Пару недель стояла тишина — в переносном смысле. На самом-то деле деревня кипела и бурлила, обсуждая выловленный на крещение труп, причины его гибели (хотя тут никто особо не сомневался — Генка пил в три горла и многие ему именно такую смерть пророчили) и мое невольное в этой истории участие. Похоже, деревня разделилась на два лагеря — одних, как и участкового, столь подозрительное совпадение насторожило и они окончательно убедились в моей ведьминской сущности, другие апеллировали, что прыгнуть-то я собиралась и предлагали повторить на бис. Спустя неделю я нашла на своем пороге пластиковую бутылку, с коряво приклеенным тетрадным листом, на котором крупными буквами было написано: «Святая вода», а еще через день едва не убилась, поскользнувшись на крыльце — кто-то залил его водой (подозреваю, тоже освященной). Полагаю, изрыгаемые мной словесные конструкции вполне могли сойти за проклятие, посланное на головы незадачливых экспериментаторов.

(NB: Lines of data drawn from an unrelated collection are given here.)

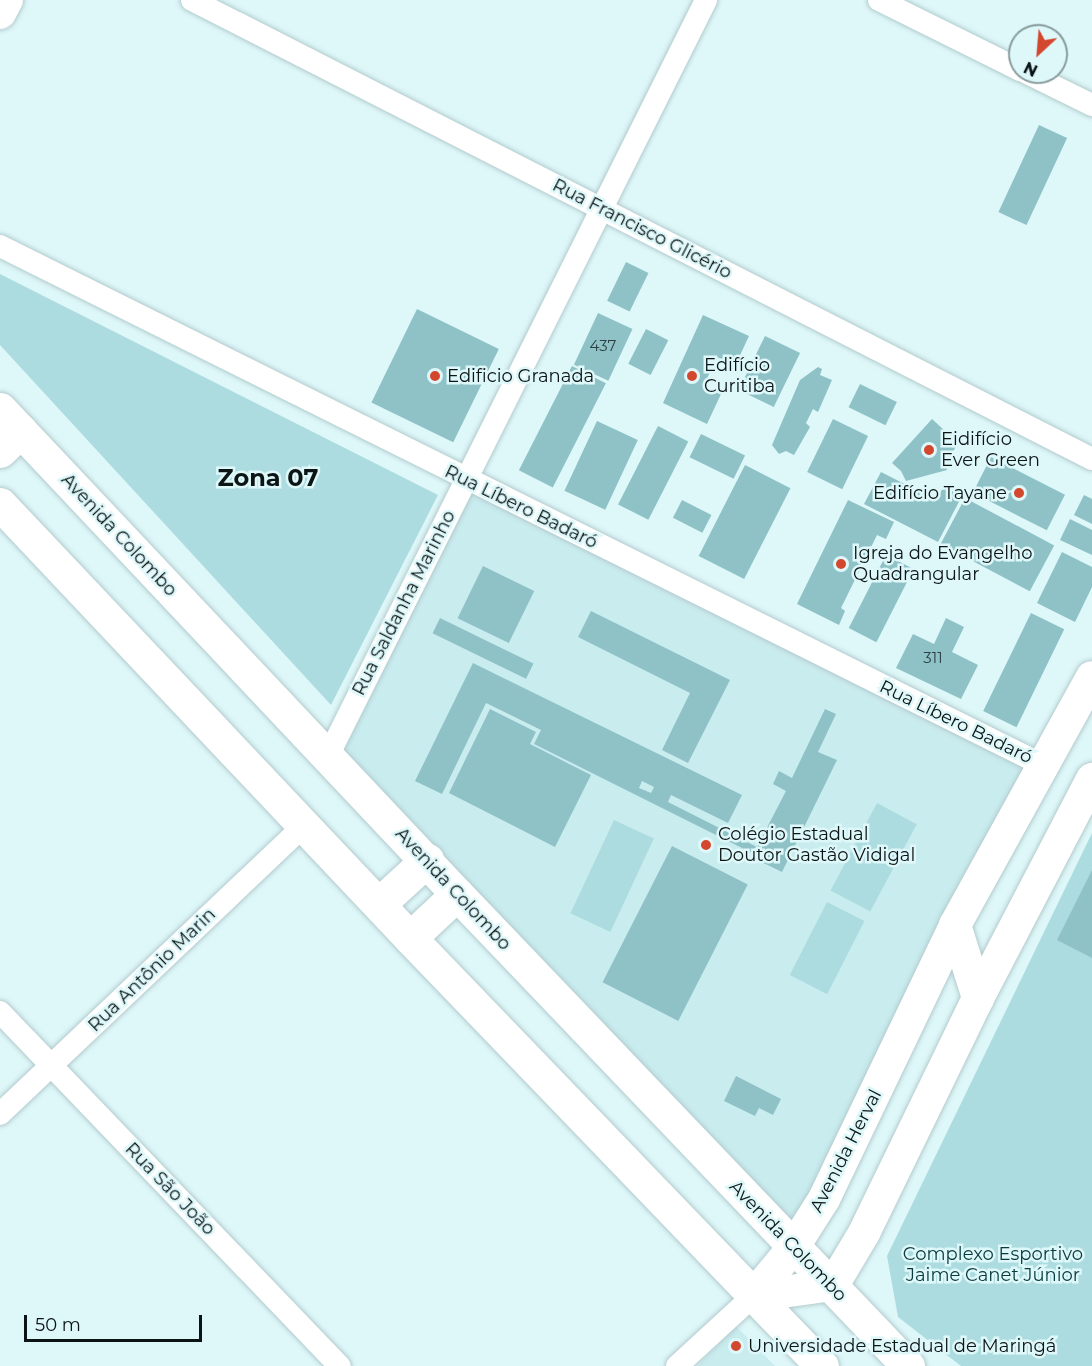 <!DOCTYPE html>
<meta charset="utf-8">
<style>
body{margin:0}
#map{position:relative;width:1092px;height:1366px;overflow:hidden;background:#def7f9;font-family:Montserrat,sans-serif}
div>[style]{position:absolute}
.built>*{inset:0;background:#c9ecef}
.green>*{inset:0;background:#addce0;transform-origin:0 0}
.building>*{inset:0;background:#8ec2c7;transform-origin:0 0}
.roads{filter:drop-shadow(0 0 2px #b3cbcd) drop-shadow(0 0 2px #b3cbcd)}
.street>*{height:22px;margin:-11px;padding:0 11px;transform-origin:11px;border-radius:11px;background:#fff}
.secondary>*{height:32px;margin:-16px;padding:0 16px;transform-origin:16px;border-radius:16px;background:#fff}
.primary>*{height:33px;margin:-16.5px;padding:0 16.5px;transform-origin:16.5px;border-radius:16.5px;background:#fff}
.dots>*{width:16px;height:16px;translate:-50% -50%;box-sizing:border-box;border:3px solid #def7f9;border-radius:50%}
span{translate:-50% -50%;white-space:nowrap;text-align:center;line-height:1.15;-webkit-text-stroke:5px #def7f9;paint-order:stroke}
.number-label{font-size:15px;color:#2c4042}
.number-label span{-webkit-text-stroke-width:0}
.street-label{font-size:18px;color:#0c1516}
.poi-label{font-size:18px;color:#0c1516}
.left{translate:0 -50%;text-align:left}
.right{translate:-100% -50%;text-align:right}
.park-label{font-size:18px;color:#083b3f}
.district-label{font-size:24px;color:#0c1516;font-weight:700}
.north{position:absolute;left:1008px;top:24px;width:60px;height:60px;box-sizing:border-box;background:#def7f9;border:2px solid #8a9d9e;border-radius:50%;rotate:206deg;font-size:16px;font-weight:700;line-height:24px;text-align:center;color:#0c1516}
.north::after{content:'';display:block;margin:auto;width:21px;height:27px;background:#d2472d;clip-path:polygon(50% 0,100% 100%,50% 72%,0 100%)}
.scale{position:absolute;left:24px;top:1315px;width:178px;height:27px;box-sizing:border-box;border:3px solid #0c1516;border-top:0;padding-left:8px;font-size:18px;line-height:21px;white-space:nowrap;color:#0c1516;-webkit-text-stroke:4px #def7f9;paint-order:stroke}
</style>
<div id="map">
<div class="built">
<div style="clip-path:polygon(466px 480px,1030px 760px,793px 1248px,328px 756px)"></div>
<div style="clip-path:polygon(736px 1326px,775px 1366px,697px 1366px)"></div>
</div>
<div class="green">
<div style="clip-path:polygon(0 274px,438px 495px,331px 705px,0 345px)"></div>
<div style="left:877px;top:803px;width:45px;height:99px;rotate:28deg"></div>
<div style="left:614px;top:820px;width:44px;height:103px;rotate:25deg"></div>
<div style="clip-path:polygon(1092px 833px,1092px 1366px,961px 1366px,898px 1317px,887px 1256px)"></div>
<div style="left:827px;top:902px;width:42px;height:82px;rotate:27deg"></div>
</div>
<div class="building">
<div style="left:1039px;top:125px;width:31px;height:96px;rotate:25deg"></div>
<div style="left:626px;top:262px;width:25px;height:43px;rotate:26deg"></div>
<div style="left:417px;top:309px;width:91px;height:104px;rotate:26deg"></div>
<div style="left:598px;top:313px;width:38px;height:57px;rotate:25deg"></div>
<div style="clip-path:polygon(703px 315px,749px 336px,735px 366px,717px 357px,703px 387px,721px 394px,707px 424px,663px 403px)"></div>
<div style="left:646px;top:329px;width:25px;height:39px;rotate:27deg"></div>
<div style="left:765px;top:336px;width:39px;height:60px;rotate:26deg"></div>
<div style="left:572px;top:366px;width:38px;height:117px;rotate:27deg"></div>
<div style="clip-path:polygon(818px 367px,822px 369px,820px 375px,832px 380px,818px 412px,813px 409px,806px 423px,810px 427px,794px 455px,786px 451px,779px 454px,772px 445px,800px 380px)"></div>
<div style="left:860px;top:384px;width:41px;height:26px;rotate:26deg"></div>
<div style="left:833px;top:419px;width:39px;height:59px;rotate:26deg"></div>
<div style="clip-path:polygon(932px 419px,944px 430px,952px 430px,948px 442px,956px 446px,951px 456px,944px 454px,947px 470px,906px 481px,901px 471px,892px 463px)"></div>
<div style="left:597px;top:421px;width:45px;height:77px;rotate:25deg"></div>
<div style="left:658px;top:426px;width:34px;height:88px;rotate:27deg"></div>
<div style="left:701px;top:434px;width:49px;height:26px;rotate:26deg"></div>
<div style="left:991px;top:457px;width:83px;height:40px;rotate:27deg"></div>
<div style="left:745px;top:465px;width:51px;height:102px;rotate:27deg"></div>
<div style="clip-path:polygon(881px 472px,936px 500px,944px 486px,962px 496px,938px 542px,864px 504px)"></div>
<div style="clip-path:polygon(1084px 495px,1092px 499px,1092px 524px,1074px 515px)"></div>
<div style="left:965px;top:498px;width:101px;height:52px;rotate:28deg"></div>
<div style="left:682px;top:500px;width:33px;height:20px;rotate:27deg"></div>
<div style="clip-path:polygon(848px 500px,894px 522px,886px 539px,877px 535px,841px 608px,845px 611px,839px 625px,797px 604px)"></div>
<div style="clip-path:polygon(1070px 519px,1092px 530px,1092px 555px,1060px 540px)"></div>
<div style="clip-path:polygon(1062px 552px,1092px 567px,1092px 587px,1075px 622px,1037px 603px)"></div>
<div style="left:886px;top:555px;width:31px;height:82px;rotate:27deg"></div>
<div style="left:483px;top:566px;width:57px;height:58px;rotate:26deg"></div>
<div style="clip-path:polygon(591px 611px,730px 680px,688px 763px,662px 750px,690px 693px,578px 637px)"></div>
<div style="left:1031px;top:613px;width:37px;height:109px;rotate:26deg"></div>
<div style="left:440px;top:618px;width:104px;height:17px;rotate:26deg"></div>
<div style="clip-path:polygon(946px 618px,964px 627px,952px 652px,978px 665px,961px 699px,896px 668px,913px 634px,934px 644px)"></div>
<div style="clip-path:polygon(evenodd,473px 663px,742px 795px,728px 823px,671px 795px,668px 802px,757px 847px,786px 791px,773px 784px,779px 771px,792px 778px,825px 709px,836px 714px,818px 752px,837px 760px,782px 872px,753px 858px,754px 854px,534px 744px,541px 730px,486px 703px,442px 794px,415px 781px,473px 663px,642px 781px,654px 787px,651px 793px,639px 788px,642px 781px)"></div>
<div style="clip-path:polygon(490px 709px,536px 732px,530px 744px,591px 775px,555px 847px,449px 793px)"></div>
<div style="left:672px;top:846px;width:85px;height:153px;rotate:27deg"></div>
<div style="clip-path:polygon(1092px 870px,1092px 958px,1057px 940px)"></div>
<div style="clip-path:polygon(736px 1076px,781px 1099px,773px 1115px,759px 1108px,755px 1116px,724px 1101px)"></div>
</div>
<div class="roads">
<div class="street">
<div style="left:192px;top:0;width:1010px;rotate:27.02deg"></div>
<div style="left:879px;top:0;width:157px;rotate:26.4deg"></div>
<div style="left:1025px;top:72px;width:75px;rotate:26.2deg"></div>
<div style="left:0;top:246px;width:1165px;rotate:26.46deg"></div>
<div style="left:328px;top:756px;width:845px;rotate:-63.43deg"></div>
<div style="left:0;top:1012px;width:491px;rotate:46.2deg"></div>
<div style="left:0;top:1114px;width:420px;rotate:-43.5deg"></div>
<div style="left:677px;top:1366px;width:103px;rotate:-42.6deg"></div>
</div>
<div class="secondary">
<div style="left:0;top:13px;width:15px;rotate:-62deg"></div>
<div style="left:955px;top:925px;width:77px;rotate:72.5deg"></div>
<div style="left:753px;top:1296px;width:62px;rotate:-50.2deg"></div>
<div style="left:793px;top:1248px;width:58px;rotate:-57.7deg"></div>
<div style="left:824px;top:1199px;width:304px;rotate:-64.4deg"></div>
<div style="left:955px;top:925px;width:283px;rotate:-61.1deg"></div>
<div style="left:753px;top:1296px;width:81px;rotate:-7.8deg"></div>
<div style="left:833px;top:1285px;width:61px;rotate:-59.2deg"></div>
<div style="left:864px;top:1233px;width:261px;rotate:-64.1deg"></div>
<div style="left:978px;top:998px;width:247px;rotate:-62.5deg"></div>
</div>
<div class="primary">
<div style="left:0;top:409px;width:666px;rotate:46.7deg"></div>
<div style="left:457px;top:894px;width:653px;rotate:46.3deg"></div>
<div style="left:0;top:451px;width:29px;rotate:-44deg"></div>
<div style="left:0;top:504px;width:597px;rotate:46.63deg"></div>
<div style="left:410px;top:938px;width:594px;rotate:46.09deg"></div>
<div style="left:380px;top:903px;width:64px;rotate:-42.5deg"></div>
<div style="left:410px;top:938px;width:64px;rotate:-43.1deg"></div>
</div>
</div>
<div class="dots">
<div style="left:435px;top:376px;background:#d2472d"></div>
<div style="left:692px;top:376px;background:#d2472d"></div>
<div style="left:929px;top:450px;background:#d2472d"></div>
<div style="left:1019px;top:493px;background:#d2472d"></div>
<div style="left:841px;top:564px;background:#d2472d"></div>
<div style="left:706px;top:845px;background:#d2472d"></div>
<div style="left:736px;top:1346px;background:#d2472d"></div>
</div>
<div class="number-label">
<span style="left:603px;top:346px">437</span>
<span style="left:933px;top:658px">311</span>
</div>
<div class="street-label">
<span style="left:642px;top:229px;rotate:27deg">Rua Francisco Glicério</span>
<span style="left:521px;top:507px;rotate:26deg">Rua Líbero Badaró</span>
<span style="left:119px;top:535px;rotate:47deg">Avenida Colombo</span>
<span style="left:404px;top:603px;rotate:-63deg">Rua Saldanha Marinho</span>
<span style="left:956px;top:722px;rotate:26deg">Rua Líbero Badaró</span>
<span style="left:453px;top:889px;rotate:47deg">Avenida Colombo</span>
<span style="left:152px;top:970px;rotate:-44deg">Rua Antônio Marin</span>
<span style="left:846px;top:1151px;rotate:-63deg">Avenida Herval</span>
<span style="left:170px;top:1189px;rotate:46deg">Rua São João</span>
<span style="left:788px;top:1241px;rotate:46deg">Avenida Colombo</span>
</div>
<div class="poi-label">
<span class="left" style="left:704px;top:376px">Edifício<br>Curitiba</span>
<span class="left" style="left:447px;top:376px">Edificio Granada</span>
<span class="left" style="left:941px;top:450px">Eidifício<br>Ever Green</span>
<span class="right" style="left:1007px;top:493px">Edifício Tayane</span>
<span class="left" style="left:853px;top:564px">Igreja do Evangelho<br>Quadrangular</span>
<span class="left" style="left:718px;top:845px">Colégio Estadual<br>Doutor Gastão Vidigal</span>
<span class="left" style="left:748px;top:1346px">Universidade Estadual de Maringá</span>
</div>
<div class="park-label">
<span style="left:993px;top:1265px">Complexo Esportivo<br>Jaime Canet Júnior</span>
</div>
<div class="district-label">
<span style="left:268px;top:478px">Zona 07</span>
</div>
<div class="north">N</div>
<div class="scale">50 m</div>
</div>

Помимо сплетен к началу февраля по деревне начало ходить и кое-что более существенное — простуды. Поэтому конец января, да и первые февральские дни я по большей части проводила за кухонным столом: несмотря на то, что деревенские так и не определились, кем меня считать, они охотно пользовались помощью, принимая мази, отвары, сборы и ругань (я тебе говорила — не лезть на крышу?! Куда тебя, с твоей спиной, понесло?!) с равным смирением.
Крутилась под ногами и Машка. Правда, не столько помогала, сколько нервировала меня своими завываниями — великая любовь в лице писателя давно уже не объявлялась и даже, встреченный на улице и застигнутый, так сказать, на месте преступления (полагаю, в тот момент он колол дрова во дворе у Насти — продраться сквозь Машкины всхлипывания до сути вопроса было сложно) он трусливо сбежал в избу.
Гришка же наоборот, изображая примерного семьянина, лишний раз на хуторе старался не появляться, хотя в баню звал исправно.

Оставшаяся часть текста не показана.